TABLE 4.
Hazard ratios (95% confidence intervals) of colorectal cancer according to anatomic subsites associated with circulating levels of liver function markers a
| Biomarker | Proximal colon cancer (n = 907) | Distal colon cancer (n = 791) | Rectal cancer (n = 912) | P for heterogeneity b |
|---|---|---|---|---|
| Alanine transaminase (ALT) | ||||
| HR (95% CI), decile 10 vs 1 | 0.55 (0.39-0.76) | 0.64 (0.46-0.90) | 0.65 (0.47-0.91) | .73 |
| HR (95% CI), per 1-SD increment | 0.84 (0.77-0.91) | 0.91 (0.84-0.99) | 0.87 (0.81-0.95) | .37 |
| Aspartate transaminase (AST) | ||||
| HR (95% CI), decile 10 vs 1 | 0.58 (0.42-0.80) | 0.65 (0.47-0.89) | 0.65 (0.48-0.87) | .86 |
| HR (95% CI), per 1-SD increment | 0.90 (0.83-0.96) | 0.93 (0.86-1.00) | 0.91 (0.85-0.98) | 0.84 |
| Total bilirubin (TBIL) | ||||
| HR (95% CI), decile 10 vs 1 | 0.76 (0.56-1.02) | 1.00 (0.72-1.39) | 0.89 (0.66-1.21) | .46 |
| HR (95% CI), per 1-SD increment | 0.97 (0.90-1.05) | 1.00 (0.93-1.08) | 0.98 (0.91-1.05) | .85 |
| Gamma glutamyltransferase (GGT) | ||||
| HR (95% CI), decile 10 vs 1 | 0.62 (0.45-0.87) | 0.61 (0.43-0.86) | 0.88 (0.64-1.21) | .21 |
| HR (95% CI), per 1-SD increment | 0.88 (0.81-0.94) | 0.99 (0.92-1.07) | 1.04 (0.98-1.11) | .004 |
| Alkaline phosphatase (ALP) | ||||
| HR (95% CI), decile 10 vs 1 | 1.19 (0.87-1.63) | 0.90 (0.66-1.23) | 1.05 (0.78-1.41) | .46 |
| HR (95% CI), per 1-SD increment | 1.05 (0.99-1.13) | 0.96 (0.89-1.04) | 1.02 (0.95-1.09) | .21 |
| Total protein (TP) | ||||
| HR (95% CI), decile 10 vs 1 | 0.68 (0.51-0.91) | 0.63 (0.46-0.88) | 0.82 (0.60-1.11) | .51 |
| HR (95% CI), per 1-SD increment | 0.89 (0.84-0.96) | 0.90 (0.84-0.97) | 0.93 (0.87-1.00) | .68 |
| Albumin (ALB) | ||||
| HR (95% CI), decile 10 vs 1 | 0.56 (0.40-0.78) | 0.68 (0.49-0.95) | 0.76 (0.56-1.02) | .41 |
| HR (95% CI), per 1-SD increment | 0.88 (0.82-0.94) | 0.92 (0.85-0.99) | 0.93 (0.87-0.99) | .54 |
Abbreviations: CI, confidence interval; HR, hazard ratio.

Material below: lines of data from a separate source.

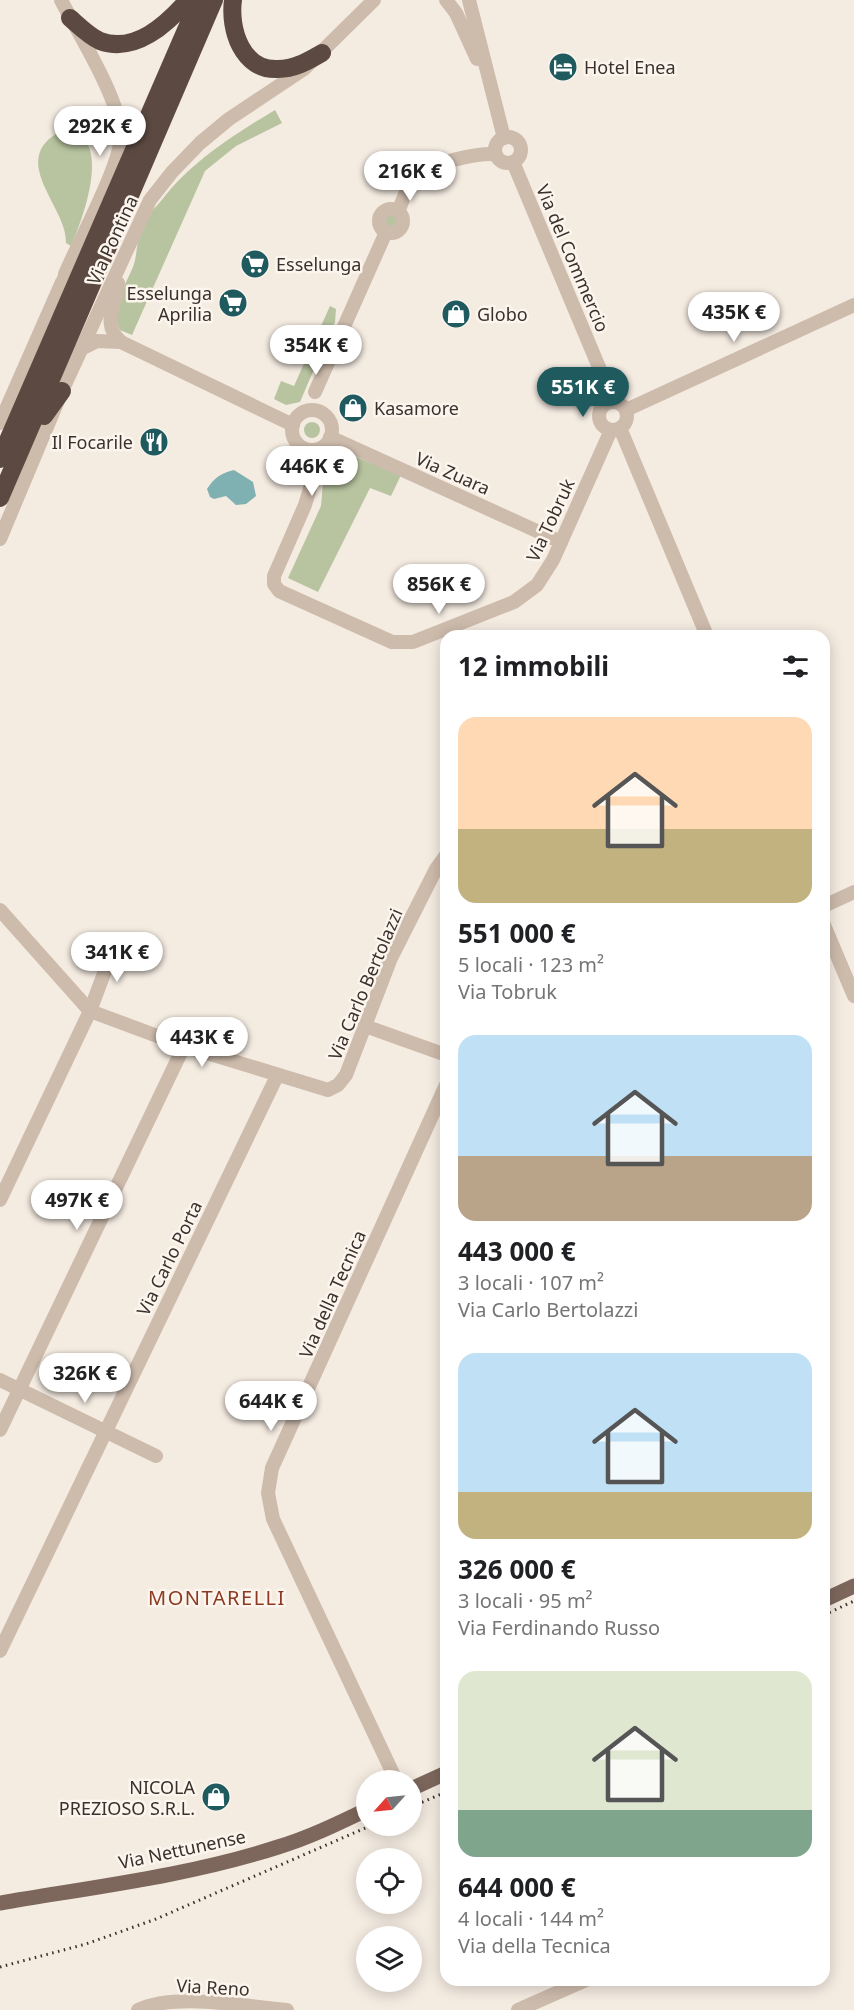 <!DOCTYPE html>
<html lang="it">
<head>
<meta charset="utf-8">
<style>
	:root { --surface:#fff; --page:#f6f6f6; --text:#202124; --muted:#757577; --accent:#1f5a5e }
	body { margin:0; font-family:"Noto Sans",sans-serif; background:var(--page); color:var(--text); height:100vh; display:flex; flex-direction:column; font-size:22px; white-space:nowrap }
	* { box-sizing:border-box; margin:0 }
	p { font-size:20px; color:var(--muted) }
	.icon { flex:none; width:33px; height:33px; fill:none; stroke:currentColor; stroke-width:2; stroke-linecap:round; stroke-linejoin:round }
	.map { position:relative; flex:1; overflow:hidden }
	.sheet { position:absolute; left:440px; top:630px; width:390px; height:1356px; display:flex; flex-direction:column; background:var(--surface); border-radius:18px; box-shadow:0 3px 15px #0003 }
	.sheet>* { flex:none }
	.needle { width:39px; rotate:243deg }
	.buttons { position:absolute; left:356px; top:1770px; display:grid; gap:12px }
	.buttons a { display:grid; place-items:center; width:66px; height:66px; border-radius:50%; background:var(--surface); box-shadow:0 3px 15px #0003; font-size:30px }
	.price { position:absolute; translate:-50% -51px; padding:0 14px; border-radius:21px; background:#fff; color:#222; font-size:20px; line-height:39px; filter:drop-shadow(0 2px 3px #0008) }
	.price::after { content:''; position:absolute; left:50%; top:36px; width:18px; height:14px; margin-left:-9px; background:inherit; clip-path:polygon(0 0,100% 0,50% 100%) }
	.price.selected { background:var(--accent); color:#fff }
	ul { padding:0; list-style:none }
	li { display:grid; align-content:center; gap:12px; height:318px; padding:0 18px }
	li span { display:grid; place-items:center; height:186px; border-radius:18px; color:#555 }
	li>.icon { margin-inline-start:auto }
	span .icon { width:108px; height:108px; fill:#fffc; stroke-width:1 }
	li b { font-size:26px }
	h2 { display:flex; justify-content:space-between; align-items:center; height:72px; padding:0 18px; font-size:26px }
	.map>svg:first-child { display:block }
	.green { fill:#b8c4a0 }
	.water { fill:#7fb0b2 }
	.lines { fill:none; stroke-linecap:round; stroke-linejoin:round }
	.minor { stroke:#cdbbac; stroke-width:14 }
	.major { stroke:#7d675c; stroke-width:15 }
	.highway { stroke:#5c4a42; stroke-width:18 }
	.rail { stroke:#3b302b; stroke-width:3; stroke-dasharray:1.5 4.5; stroke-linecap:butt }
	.labels { text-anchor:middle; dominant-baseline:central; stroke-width:5; stroke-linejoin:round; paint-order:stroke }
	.poi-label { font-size:18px; fill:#3b302b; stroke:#fbf5ee; text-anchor:start }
	.street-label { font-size:18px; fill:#3b302b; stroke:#fbf5ee }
	.neighbourhood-label { font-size:20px; letter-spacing:1.5px; fill:#8c3b22; stroke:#fbf5ee }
</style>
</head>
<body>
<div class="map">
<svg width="854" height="2010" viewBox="0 0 854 2010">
	<rect width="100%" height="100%" fill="#f4ebe1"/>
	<g class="green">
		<path d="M 275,110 L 282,123 L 236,146 L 205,171 L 132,335 L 120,330 C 109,307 124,289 133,267 C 138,254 136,239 142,227 C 146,217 154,209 161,201 C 192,161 232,136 275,110 Z"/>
		<path d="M 61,131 C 116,129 84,217 71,246 L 66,243 C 68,207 6,160 61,131 Z"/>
		<circle cx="391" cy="221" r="7"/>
		<path d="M 330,306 L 336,309 L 335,322 L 322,350 L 313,344 Z"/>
		<path d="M 310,350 L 320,355 L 300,402 L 286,405 L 274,399 L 281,381 L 294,386 Z"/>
		<circle cx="312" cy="430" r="8"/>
		<path d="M 334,448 L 401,475 L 391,496 L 370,488 L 318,592 L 288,578 L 321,506 L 325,458 Z"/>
	</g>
	<path class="water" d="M 234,470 L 253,482 L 256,496 L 246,504 L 236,505 L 226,496 L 214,499 L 210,497 L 207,489 C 214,478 221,473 234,470 Z"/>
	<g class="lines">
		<g class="minor">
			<path d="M 61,0 C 78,33 119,98 121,134 C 122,163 78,243 65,274 L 62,292"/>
			<path d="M 446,0 L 456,13 L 477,59"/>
			<path d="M 469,0 L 504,138"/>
			<circle cx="508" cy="150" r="13"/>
			<path d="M 513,162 L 601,372 L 610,402"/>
			<circle cx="391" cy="221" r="12"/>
			<path d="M 398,212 C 403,200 407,185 418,175 C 432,163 476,153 495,154"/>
			<path d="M 121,342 L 293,425"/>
			<path d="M 81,349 L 97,341 L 121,342 C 100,323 117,305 118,283"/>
			<path d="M 315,392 L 386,232"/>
			<circle cx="613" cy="416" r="14"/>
			<path d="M 626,410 L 854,305"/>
			<circle cx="312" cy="430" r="20"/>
			<path d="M 0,423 L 62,282"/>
			<path d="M 620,428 L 707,636"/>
			<path d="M 330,437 L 561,542"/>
			<path d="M 306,450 L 312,482 L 317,450"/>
			<path d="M 312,482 L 305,505 L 274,576 L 274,584 L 279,591 L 392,642 L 413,642 L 514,602 L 537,585 L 553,560 L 611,430"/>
			<path d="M 0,539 L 62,391 L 150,200 L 172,172 L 200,143 L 229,119 L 304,69 L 374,0"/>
			<path d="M 824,906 L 854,892"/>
			<path d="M 0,910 L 90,1011 L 184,1046 L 328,1090 L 338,1085 L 346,1075 L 391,958 L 436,869 L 446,855"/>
			<path d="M 824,925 L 854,996"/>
			<path d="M 365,1026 L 446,1055"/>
			<path d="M 0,1200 L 90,1011 L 115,944"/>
			<path d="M 0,1380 L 156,1456"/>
			<path d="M 0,1430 L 184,1046"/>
			<path d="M 0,1651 L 277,1076"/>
			<path d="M 396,1780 L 273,1519 L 268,1493 L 272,1468 L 446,1085"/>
			<path d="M 138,2010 C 176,1992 245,2007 287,2010"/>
			<path d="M 518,2010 L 586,1980"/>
		</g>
		<g class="major">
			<path d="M 824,1600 L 854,1586"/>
			<path d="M 411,1789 L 446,1773"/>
			<path d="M 0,1903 C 93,1887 188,1876 278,1847 C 308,1838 337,1824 366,1810"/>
		</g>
		<g class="highway">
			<path d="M 233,0 C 229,29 242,71 278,69 C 295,69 308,61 322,53"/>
			<path d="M 70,18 C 79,26 89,36 100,41 C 135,54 167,24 188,0"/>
			<path d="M 44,416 L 62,391"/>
			<path d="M 0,459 L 199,0"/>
			<path d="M 0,498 L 214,0"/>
		</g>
		<g class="rail">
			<path d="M 824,1615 L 854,1601"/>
			<path d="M 411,1807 L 446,1792"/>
			<path d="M 0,1967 L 86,1944 L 156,1919 L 370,1826"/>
		</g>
	</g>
	<defs>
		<g id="hotel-disc" transform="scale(1.5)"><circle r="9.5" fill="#1f5a5e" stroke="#fbf5ee"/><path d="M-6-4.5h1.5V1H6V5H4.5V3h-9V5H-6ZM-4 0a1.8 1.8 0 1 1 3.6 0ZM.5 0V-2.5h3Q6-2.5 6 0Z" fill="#fff"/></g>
		<g id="supermarket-disc" transform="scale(1.5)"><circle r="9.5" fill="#1f5a5e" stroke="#fbf5ee"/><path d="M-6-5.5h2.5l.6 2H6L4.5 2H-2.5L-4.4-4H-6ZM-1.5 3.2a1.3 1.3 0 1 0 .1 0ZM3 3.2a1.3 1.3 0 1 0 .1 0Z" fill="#fff"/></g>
		<g id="shop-disc" transform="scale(1.5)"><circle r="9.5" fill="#1f5a5e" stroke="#fbf5ee"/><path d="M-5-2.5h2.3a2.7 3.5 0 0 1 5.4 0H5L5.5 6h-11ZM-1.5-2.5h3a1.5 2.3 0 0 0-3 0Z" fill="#fff"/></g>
		<g id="restaurant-disc" transform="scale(1.5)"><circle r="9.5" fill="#1f5a5e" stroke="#fbf5ee"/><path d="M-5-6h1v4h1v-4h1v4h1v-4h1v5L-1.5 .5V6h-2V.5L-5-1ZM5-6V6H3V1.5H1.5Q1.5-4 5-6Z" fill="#fff"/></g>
	</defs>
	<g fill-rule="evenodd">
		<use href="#hotel-disc" x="563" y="67"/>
		<use href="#supermarket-disc" x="255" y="264"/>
		<use href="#supermarket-disc" x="233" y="303"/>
		<use href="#shop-disc" x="456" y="314"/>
		<use href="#shop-disc" x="353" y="408"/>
		<use href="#restaurant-disc" x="154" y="442"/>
		<use href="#shop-disc" x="216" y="1797"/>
	</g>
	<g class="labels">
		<g class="poi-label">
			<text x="584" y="67">Hotel Enea</text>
			<text x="276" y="264">Esselunga</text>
			<text x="212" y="293" text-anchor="end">Esselunga<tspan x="212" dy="21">Aprilia</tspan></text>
			<text x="477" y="314">Globo</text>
			<text x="374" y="408">Kasamore</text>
			<text x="133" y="442" text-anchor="end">Il Focarile</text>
			<text x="195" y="1787" text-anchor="end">NICOLA<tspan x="195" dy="21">PREZIOSO S.R.L.</tspan></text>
		</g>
		<g class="street-label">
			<text transform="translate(112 240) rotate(-65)">Via Pontina</text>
			<text transform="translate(573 258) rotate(67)">Via del Commercio</text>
			<text transform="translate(453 473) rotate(24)">Via Zuara</text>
			<text transform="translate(550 520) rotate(-65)">Via Tobruk</text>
			<text transform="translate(365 984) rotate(-67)">Via Carlo Bertolazzi</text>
			<text transform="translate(169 1258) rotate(-64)">Via Carlo Porta</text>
			<text transform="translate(332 1294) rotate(-66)">Via della Tecnica</text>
			<text transform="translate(182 1849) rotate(-12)">Via Nettunense</text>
			<text transform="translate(213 1987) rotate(3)">Via Reno</text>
		</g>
		<g class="neighbourhood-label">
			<text x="217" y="1597">MONTARELLI</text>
		</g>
	</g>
</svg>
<div class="buttons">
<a><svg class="needle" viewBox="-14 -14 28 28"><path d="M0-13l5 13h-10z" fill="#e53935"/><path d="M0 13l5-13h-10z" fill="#757577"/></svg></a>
<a><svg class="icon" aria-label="locate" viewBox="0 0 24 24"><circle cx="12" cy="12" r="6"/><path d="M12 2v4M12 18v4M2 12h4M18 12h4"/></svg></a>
<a><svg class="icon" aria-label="layers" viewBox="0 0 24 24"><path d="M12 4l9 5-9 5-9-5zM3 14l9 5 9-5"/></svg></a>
</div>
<b class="price" style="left:100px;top:157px">292K €</b>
<b class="price" style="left:410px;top:202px">216K €</b>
<b class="price" style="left:734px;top:343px">435K €</b>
<b class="price" style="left:316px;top:376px">354K €</b>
<b class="price selected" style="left:583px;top:418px">551K €</b>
<b class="price" style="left:312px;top:497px">446K €</b>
<b class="price" style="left:439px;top:615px">856K €</b>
<b class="price" style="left:117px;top:983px">341K €</b>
<b class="price" style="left:202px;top:1068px">443K €</b>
<b class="price" style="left:77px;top:1231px">497K €</b>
<b class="price" style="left:85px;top:1404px">326K €</b>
<b class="price" style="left:271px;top:1432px">644K €</b>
<section class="sheet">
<h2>12 immobili<svg class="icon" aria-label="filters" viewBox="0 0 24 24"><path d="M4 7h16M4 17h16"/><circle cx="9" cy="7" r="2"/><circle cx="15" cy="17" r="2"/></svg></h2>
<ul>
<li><span style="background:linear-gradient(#ffd9b3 60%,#c2b280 0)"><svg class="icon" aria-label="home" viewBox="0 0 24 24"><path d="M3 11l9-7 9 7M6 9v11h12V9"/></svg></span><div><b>551 000 €</b><p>5 locali · 123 m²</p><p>Via Tobruk</p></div></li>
<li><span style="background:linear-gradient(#bfe0f5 65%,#b9a48a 0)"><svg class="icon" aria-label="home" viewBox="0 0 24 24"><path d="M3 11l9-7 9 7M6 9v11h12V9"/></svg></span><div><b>443 000 €</b><p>3 locali · 107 m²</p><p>Via Carlo Bertolazzi</p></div></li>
<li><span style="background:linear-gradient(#bfe0f5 75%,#c2b280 0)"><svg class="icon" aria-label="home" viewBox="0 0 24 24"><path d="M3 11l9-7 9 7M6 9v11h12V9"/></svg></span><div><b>326 000 €</b><p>3 locali · 95 m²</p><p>Via Ferdinando Russo</p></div></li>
<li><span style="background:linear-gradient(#dfe7d0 75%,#7fa58c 0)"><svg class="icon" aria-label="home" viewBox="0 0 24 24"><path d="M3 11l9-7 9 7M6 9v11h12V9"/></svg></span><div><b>644 000 €</b><p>4 locali · 144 m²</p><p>Via della Tecnica</p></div></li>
</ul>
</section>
</div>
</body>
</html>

Cases with cancers in more than one site were counted multiple times. Multivariable Cox regression model with age as the underlying timescale was used and adjusted for sex, race (white, non-white, unknown), fasting status, age at recruitment, Townsend deprivation index (continuous), waist circumference/hip circumference (continuous), height (continuous), BMI (continuous), C-reactive protein (continuous), total physical activity (quintile), alcohol status and consumption frequency (never, former, current—special occasions only, current—1-3 times per month, current—1-2 times per week, current—3-4 times per week, current—daily/almost daily, unknown), smoking status and intensity (never, former, current—<15 per day, current—≥15 per day, current—intensity unknown, unknown), frequency of red and processed meat consumption (never, <1, =1, 2-4, 5-6, ≥7 occasions per week, unknown), frequency of oily fish consumption (never, <1, =1, 2-4, 5-6, ≥7 occasions per week, unknown), family history of cancer (no, yes, unknown), educational level (college/university degree, non-college/university degree, unknown), regular aspirin use (no, yes, unknown), bowel cancer screening (no, yes, unknown) and overall health ranking (excellent, good, fair, poor, unknown).
P heterogeneity for proximal colon vs distal colon vs rectal cancer was calculated using the contrast method based on a fully unconstrained approach.